Problem details: Give back every entry below, unchanged.

====== Excerpted records

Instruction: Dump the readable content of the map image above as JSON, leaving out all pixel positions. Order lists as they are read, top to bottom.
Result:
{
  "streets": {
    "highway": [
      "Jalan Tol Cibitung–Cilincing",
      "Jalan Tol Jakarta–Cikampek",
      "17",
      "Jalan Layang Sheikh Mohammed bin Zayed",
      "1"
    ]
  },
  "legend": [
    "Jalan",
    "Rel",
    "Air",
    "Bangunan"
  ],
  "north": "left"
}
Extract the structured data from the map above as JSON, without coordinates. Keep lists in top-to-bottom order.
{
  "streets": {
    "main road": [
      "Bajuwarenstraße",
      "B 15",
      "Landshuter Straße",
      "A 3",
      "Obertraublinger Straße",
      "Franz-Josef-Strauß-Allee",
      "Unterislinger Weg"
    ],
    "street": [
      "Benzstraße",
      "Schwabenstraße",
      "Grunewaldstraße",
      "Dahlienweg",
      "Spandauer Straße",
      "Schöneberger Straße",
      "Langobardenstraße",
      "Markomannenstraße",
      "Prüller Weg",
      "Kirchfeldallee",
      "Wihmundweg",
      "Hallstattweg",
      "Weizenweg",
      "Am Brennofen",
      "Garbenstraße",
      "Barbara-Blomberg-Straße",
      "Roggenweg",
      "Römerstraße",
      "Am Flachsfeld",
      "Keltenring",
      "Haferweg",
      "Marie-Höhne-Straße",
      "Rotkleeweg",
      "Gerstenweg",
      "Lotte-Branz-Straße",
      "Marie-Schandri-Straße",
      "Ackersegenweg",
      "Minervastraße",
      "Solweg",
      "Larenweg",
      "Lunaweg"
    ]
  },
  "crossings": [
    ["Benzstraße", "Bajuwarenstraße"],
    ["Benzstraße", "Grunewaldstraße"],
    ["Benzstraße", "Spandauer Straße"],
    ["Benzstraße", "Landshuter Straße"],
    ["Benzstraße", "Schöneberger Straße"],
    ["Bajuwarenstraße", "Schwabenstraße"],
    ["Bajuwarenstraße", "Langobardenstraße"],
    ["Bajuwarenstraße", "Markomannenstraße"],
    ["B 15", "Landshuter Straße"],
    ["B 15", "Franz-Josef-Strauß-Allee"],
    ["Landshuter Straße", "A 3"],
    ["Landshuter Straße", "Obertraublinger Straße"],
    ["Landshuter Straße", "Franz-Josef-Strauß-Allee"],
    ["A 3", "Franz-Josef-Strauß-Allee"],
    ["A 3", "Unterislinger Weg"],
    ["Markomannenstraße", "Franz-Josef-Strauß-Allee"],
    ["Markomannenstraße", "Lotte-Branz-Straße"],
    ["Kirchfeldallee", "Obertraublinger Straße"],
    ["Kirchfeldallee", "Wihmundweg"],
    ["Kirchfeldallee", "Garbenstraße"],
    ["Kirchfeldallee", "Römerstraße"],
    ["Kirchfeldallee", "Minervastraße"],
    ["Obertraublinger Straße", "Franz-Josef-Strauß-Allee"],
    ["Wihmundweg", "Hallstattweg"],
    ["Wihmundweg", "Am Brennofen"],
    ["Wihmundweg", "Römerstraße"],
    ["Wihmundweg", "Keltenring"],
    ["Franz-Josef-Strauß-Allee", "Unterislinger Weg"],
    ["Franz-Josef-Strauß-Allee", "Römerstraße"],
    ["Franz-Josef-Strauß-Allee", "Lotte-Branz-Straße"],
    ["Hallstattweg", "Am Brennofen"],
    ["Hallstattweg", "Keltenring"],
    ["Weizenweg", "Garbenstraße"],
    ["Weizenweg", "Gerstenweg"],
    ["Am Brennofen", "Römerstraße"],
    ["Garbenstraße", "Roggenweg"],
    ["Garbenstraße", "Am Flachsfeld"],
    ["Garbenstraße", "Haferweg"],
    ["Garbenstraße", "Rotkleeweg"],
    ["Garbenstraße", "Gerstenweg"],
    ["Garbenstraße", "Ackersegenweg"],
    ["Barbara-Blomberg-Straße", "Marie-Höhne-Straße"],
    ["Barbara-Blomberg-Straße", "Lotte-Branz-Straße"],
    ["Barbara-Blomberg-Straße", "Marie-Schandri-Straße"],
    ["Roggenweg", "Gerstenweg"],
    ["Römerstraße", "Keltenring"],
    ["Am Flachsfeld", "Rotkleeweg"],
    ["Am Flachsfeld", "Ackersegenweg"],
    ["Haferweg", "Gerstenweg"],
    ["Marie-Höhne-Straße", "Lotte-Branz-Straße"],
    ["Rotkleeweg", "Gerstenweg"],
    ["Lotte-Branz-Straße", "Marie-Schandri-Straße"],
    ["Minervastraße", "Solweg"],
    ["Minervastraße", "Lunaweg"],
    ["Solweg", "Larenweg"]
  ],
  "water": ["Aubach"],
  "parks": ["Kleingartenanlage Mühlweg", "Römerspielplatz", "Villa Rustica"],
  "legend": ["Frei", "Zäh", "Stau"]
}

============

Result for this task:
Instruction: Dump the readable content of the map image above as JSON, leaving out all pixel positions. Order lists as they are read, top to bottom.
Result:
{
  "streets": {
    "highway": [
      "Jalan Tol Cibitung–Cilincing",
      "Jalan Tol Jakarta–Cikampek",
      "17",
      "Jalan Layang Sheikh Mohammed bin Zayed",
      "1"
    ]
  },
  "legend": [
    "Jalan",
    "Rel",
    "Air",
    "Bangunan"
  ],
  "north": "left"
}
Extract the structured data from the map above as JSON, without coordinates. Keep lists in top-to-bottom order.
{
  "streets": {
    "main road": [
      "Bajuwarenstraße",
      "B 15",
      "Landshuter Straße",
      "A 3",
      "Obertraublinger Straße",
      "Franz-Josef-Strauß-Allee",
      "Unterislinger Weg"
    ],
    "street": [
      "Benzstraße",
      "Schwabenstraße",
      "Grunewaldstraße",
      "Dahlienweg",
      "Spandauer Straße",
      "Schöneberger Straße",
      "Langobardenstraße",
      "Markomannenstraße",
      "Prüller Weg",
      "Kirchfeldallee",
      "Wihmundweg",
      "Hallstattweg",
      "Weizenweg",
      "Am Brennofen",
      "Garbenstraße",
      "Barbara-Blomberg-Straße",
      "Roggenweg",
      "Römerstraße",
      "Am Flachsfeld",
      "Keltenring",
      "Haferweg",
      "Marie-Höhne-Straße",
      "Rotkleeweg",
      "Gerstenweg",
      "Lotte-Branz-Straße",
      "Marie-Schandri-Straße",
      "Ackersegenweg",
      "Minervastraße",
      "Solweg",
      "Larenweg",
      "Lunaweg"
    ]
  },
  "crossings": [
    ["Benzstraße", "Bajuwarenstraße"],
    ["Benzstraße", "Grunewaldstraße"],
    ["Benzstraße", "Spandauer Straße"],
    ["Benzstraße", "Landshuter Straße"],
    ["Benzstraße", "Schöneberger Straße"],
    ["Bajuwarenstraße", "Schwabenstraße"],
    ["Bajuwarenstraße", "Langobardenstraße"],
    ["Bajuwarenstraße", "Markomannenstraße"],
    ["B 15", "Landshuter Straße"],
    ["B 15", "Franz-Josef-Strauß-Allee"],
    ["Landshuter Straße", "A 3"],
    ["Landshuter Straße", "Obertraublinger Straße"],
    ["Landshuter Straße", "Franz-Josef-Strauß-Allee"],
    ["A 3", "Franz-Josef-Strauß-Allee"],
    ["A 3", "Unterislinger Weg"],
    ["Markomannenstraße", "Franz-Josef-Strauß-Allee"],
    ["Markomannenstraße", "Lotte-Branz-Straße"],
    ["Kirchfeldallee", "Obertraublinger Straße"],
    ["Kirchfeldallee", "Wihmundweg"],
    ["Kirchfeldallee", "Garbenstraße"],
    ["Kirchfeldallee", "Römerstraße"],
    ["Kirchfeldallee", "Minervastraße"],
    ["Obertraublinger Straße", "Franz-Josef-Strauß-Allee"],
    ["Wihmundweg", "Hallstattweg"],
    ["Wihmundweg", "Am Brennofen"],
    ["Wihmundweg", "Römerstraße"],
    ["Wihmundweg", "Keltenring"],
    ["Franz-Josef-Strauß-Allee", "Unterislinger Weg"],
    ["Franz-Josef-Strauß-Allee", "Römerstraße"],
    ["Franz-Josef-Strauß-Allee", "Lotte-Branz-Straße"],
    ["Hallstattweg", "Am Brennofen"],
    ["Hallstattweg", "Keltenring"],
    ["Weizenweg", "Garbenstraße"],
    ["Weizenweg", "Gerstenweg"],
    ["Am Brennofen", "Römerstraße"],
    ["Garbenstraße", "Roggenweg"],
    ["Garbenstraße", "Am Flachsfeld"],
    ["Garbenstraße", "Haferweg"],
    ["Garbenstraße", "Rotkleeweg"],
    ["Garbenstraße", "Gerstenweg"],
    ["Garbenstraße", "Ackersegenweg"],
    ["Barbara-Blomberg-Straße", "Marie-Höhne-Straße"],
    ["Barbara-Blomberg-Straße", "Lotte-Branz-Straße"],
    ["Barbara-Blomberg-Straße", "Marie-Schandri-Straße"],
    ["Roggenweg", "Gerstenweg"],
    ["Römerstraße", "Keltenring"],
    ["Am Flachsfeld", "Rotkleeweg"],
    ["Am Flachsfeld", "Ackersegenweg"],
    ["Haferweg", "Gerstenweg"],
    ["Marie-Höhne-Straße", "Lotte-Branz-Straße"],
    ["Rotkleeweg", "Gerstenweg"],
    ["Lotte-Branz-Straße", "Marie-Schandri-Straße"],
    ["Minervastraße", "Solweg"],
    ["Minervastraße", "Lunaweg"],
    ["Solweg", "Larenweg"]
  ],
  "water": ["Aubach"],
  "parks": ["Kleingartenanlage Mühlweg", "Römerspielplatz", "Villa Rustica"],
  "legend": ["Frei", "Zäh", "Stau"]
}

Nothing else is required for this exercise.